WORK ITEM - How many of the lines in the material underneath include the string "lineWidth"? State the number only.

GIVEN ENTRIES -
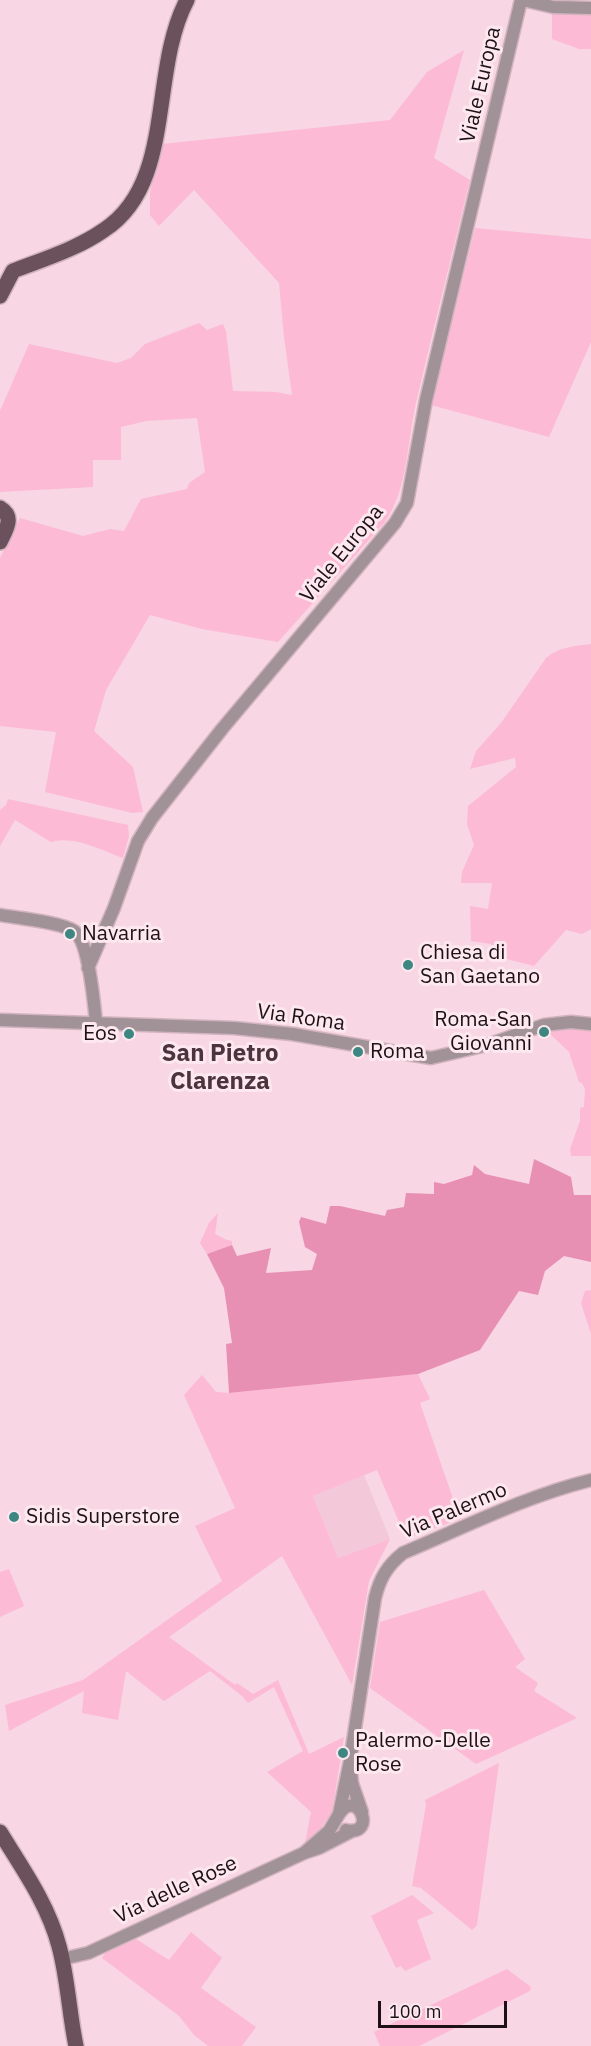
<!DOCTYPE html>
<style>
body{margin:0}
#map{position:relative;width:591px;height:2046px;overflow:hidden;background:#f8d6e3;font-family:"IBM Plex Sans",sans-serif}
canvas{display:block}
.scale{position:absolute;left:378px;top:2001px;width:129px;height:27px;box-sizing:border-box;border:3px solid #1d1116;border-top:0;padding-left:8px;font-size:18px;line-height:21px;white-space:nowrap;color:#1d1116;-webkit-text-stroke:4px #fde8ef;paint-order:stroke}
</style>
<div id="map">
<canvas width="591" height="2046"></canvas>
<div class="scale">100 m</div>
</div>
<script>
const g = document.querySelector('canvas').getContext('2d');
g.lineJoin = 'round';
function fillPath(path, color) { g.fillStyle = color; g.fill(path, 'evenodd'); }
function stroke(path, color, width, dash) { g.strokeStyle = color; g.lineWidth = width; g.lineCap = dash ? 'butt' : 'round'; g.setLineDash(dash || []); g.stroke(path); }
function label(font, color, halo, rows, align = 'center') {
  g.font = font + ' "IBM Plex Sans",sans-serif'; g.lineWidth = 6; g.setLineDash([]); g.textBaseline = 'middle'; g.strokeStyle = halo; g.fillStyle = color; for (const [text, x, y, turn = 0] of rows) {
    g.save(); g.translate(x, y); g.rotate((+turn || 0) * Math.PI / 180); g.textAlign = isNaN(turn) ? turn : align; if (halo) g.strokeText(text, 0, 0); g.fillText(text, 0, 0); g.restore();
  }
}
const built = new Path2D(`
 M 364,1475 L 390,1539 L 338,1558 L 313,1496 Z`);
const green = new Path2D(`
 M 552,13 L 591,14 L 591,49 L 579,49 L 552,39 Z
 M 464,50 L 434,158 L 470,180 C 452,255 433,329 416,403 C 407,443 408,488 385,522 L 278,642 L 202,629 L 150,615 L 106,690 L 94,731 L 133,767 L 143,812 L 132,813 L 45,792 L 56,732 L 0,726 L 0,558 L 20,518 L 83,536 L 110,529 L 124,531 L 141,499 L 187,489 L 189,483 L 205,472 L 197,418 L 146,421 L 121,427 L 121,460 L 93,460 L 93,487 L 0,492 L 0,411 L 29,344 L 117,363 L 131,358 L 145,344 L 199,323 L 207,330 L 223,324 L 226,331 L 233,391 L 276,392 L 292,395 L 284,337 L 279,283 L 194,190 L 159,226 L 150,215 L 150,192 L 162,144 L 390,120 L 427,72 Z
 M 475,228 L 591,239 L 591,342 L 549,437 L 431,405 Z
 M 591,644 L 591,929 L 582,934 L 566,930 L 534,966 L 495,956 L 491,944 L 471,941 L 470,906 L 488,909 L 492,883 L 461,883 L 462,872 L 474,845 L 467,824 L 468,806 L 516,767 L 515,758 L 470,769 L 476,751 L 501,723 L 546,658 C 559,647 574,646 591,644 Z
 M 8,799 L 128,825 L 129,836 L 123,858 C 101,850 74,835 51,842 L 15,820 L 0,846 L 0,810 L 6,805 Z
 M 571,1028 L 591,1031 L 591,1156 L 571,1156 L 570,1149 L 580,1121 L 580,1108 L 584,1107 L 585,1089 L 582,1083 L 579,1082 L 569,1052 L 547,1031 Z
 M 218,1213 L 215,1234 L 227,1240 L 232,1241 L 232,1245 L 207,1254 L 200,1243 L 209,1223 Z
 M 591,1290 L 591,1334 L 581,1303 L 585,1291 Z
 M 418,1374 L 430,1399 L 420,1403 L 460,1519 L 411,1537 L 402,1529 L 377,1470 L 313,1496 L 338,1558 L 390,1539 L 369,1581 L 352,1685 L 282,1556 L 169,1637 L 235,1685 L 237,1683 L 253,1694 L 278,1680 L 309,1754 L 344,1737 L 332,1812 L 319,1831 L 305,1843 L 311,1812 L 267,1772 L 303,1751 L 274,1687 L 248,1703 L 242,1696 L 210,1671 L 164,1701 L 126,1671 L 118,1720 L 82,1713 L 84,1691 L 9,1731 L 5,1705 L 83,1680 L 222,1581 L 195,1526 L 235,1508 L 184,1395 L 202,1375 L 216,1392 L 229,1393 Z
 M 9,1569 L 24,1606 L 0,1617 L 0,1572 Z
 M 484,1590 L 525,1659 L 515,1667 L 538,1683 L 534,1691 L 577,1718 L 476,1764 L 370,1688 L 380,1622 Z
 M 499,1763 L 477,1925 L 472,1930 L 421,1888 L 412,1886 L 426,1805 L 425,1800 Z
 M 412,1895 L 434,1913 L 417,1920 L 431,1959 L 405,1971 L 401,1966 L 396,1968 L 371,1916 Z
 M 191,1932 L 222,1958 L 201,1988 L 256,2027 L 242,2046 L 208,2046 L 194,2035 L 179,2016 L 102,1958 L 105,1953 L 136,1939 L 169,1960 Z
 M 507,1969 L 531,1987 L 530,1991 L 419,2046 L 380,2046 L 374,2032 Z`);
const forest = new Path2D(`
 M 534,1159 L 571,1177 L 574,1195 L 591,1195 L 591,1262 L 564,1256 L 545,1271 L 538,1295 L 519,1291 L 480,1350 L 418,1374 L 229,1393 L 226,1344 L 232,1343 L 224,1288 L 207,1254 L 232,1245 L 237,1256 L 271,1248 L 266,1273 L 312,1270 L 317,1254 L 305,1247 L 299,1222 L 301,1217 L 326,1224 L 330,1206 L 340,1206 L 385,1216 L 387,1210 L 404,1207 L 406,1193 L 434,1194 L 434,1182 L 444,1184 L 472,1175 L 474,1165 L 485,1174 L 529,1184 Z`);
const minor = new Path2D(`
 M 523,0 L 553,7 L 591,8
 M 0,915 C 17,918 61,922 74,931 C 89,941 94,1004 96,1022
 M 88,968 L 114,908 L 138,841 L 152,818 L 222,729 L 395,523 L 407,503 L 426,400 L 521,0
 M 0,1020 L 234,1028 L 292,1034 L 431,1058 L 487,1045 L 544,1025 L 571,1022 L 591,1024
 M 351,1772 L 352,1783 L 362,1812
 M 339,1814 C 358,1786 378,1837 346,1830
 M 304,1853 L 329,1831 L 339,1814 L 350,1761 L 375,1598 C 380,1578 387,1566 403,1553 C 465,1527 526,1496 591,1480
 M 62,1959 L 88,1953 L 304,1853 L 319,1848 L 352,1831`);
const major = new Path2D(`
 M 0,296 L 13,271 C 44,259 77,249 104,230 C 176,183 149,72 187,0
 M 0,508 C 15,517 6,529 0,542
 M 0,1832 C 22,1868 48,1904 59,1946 C 68,1979 69,2013 76,2046`);
const markers = [
 [70,934,6,"#3e8682"],
 [408,965,6,"#3e8682"],
 [544,1032,6,"#3e8682"],
 [129,1034,6,"#3e8682"],
 [358,1052,6,"#3e8682"],
 [14,1517,6,"#3e8682"],
 [343,1753,6,"#3e8682"]
];
const streetNames = [
 ["Viale Europa",481,85,-77],
 ["Viale Europa",342,554,-51],
 ["Via Roma",301,1018,8],
 ["Via Palermo",454,1511,-23],
 ["Via delle Rose",176,1890,-25]
];
const poiNames = [
 ["Navarria",82,934],
 ["Chiesa di",420,953],
 ["San Gaetano",420,977],
 ["Roma-San",532,1020,"right"],
 ["Giovanni",532,1044,"right"],
 ["Eos",117,1034,"right"],
 ["Roma",370,1052],
 ["Sidis Superstore",26,1517],
 ["Palermo-Delle",355,1741],
 ["Rose",355,1765]
];
const quarterNames = [
 ["San Pietro",220,1054],
 ["Clarenza",220,1082]
];
fillPath(built, '#f3c9d9');
fillPath(green, '#fcbad4');
fillPath(forest, '#e88fb4');
stroke(minor, '#d1b3be', 15);
stroke(major, '#d1b3be', 18);
stroke(minor, '#a09297', 12);
stroke(major, '#6a515b', 15);
for (const [x, y, r, color] of markers) { const dot = new Path2D(); dot.arc(x, y, r, 0, 2 * Math.PI); g.fillStyle = color; g.fill(dot); stroke(dot, '#fde8ef', 2); }
label('21px', '#1d1116', '#fde8ef', streetNames);
label('21px', '#1d1116', '#fde8ef', poiNames, 'left');
label('bold 24px', '#4d333d', '#fde8ef', quarterNames);
</script>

THE ANSWER - 2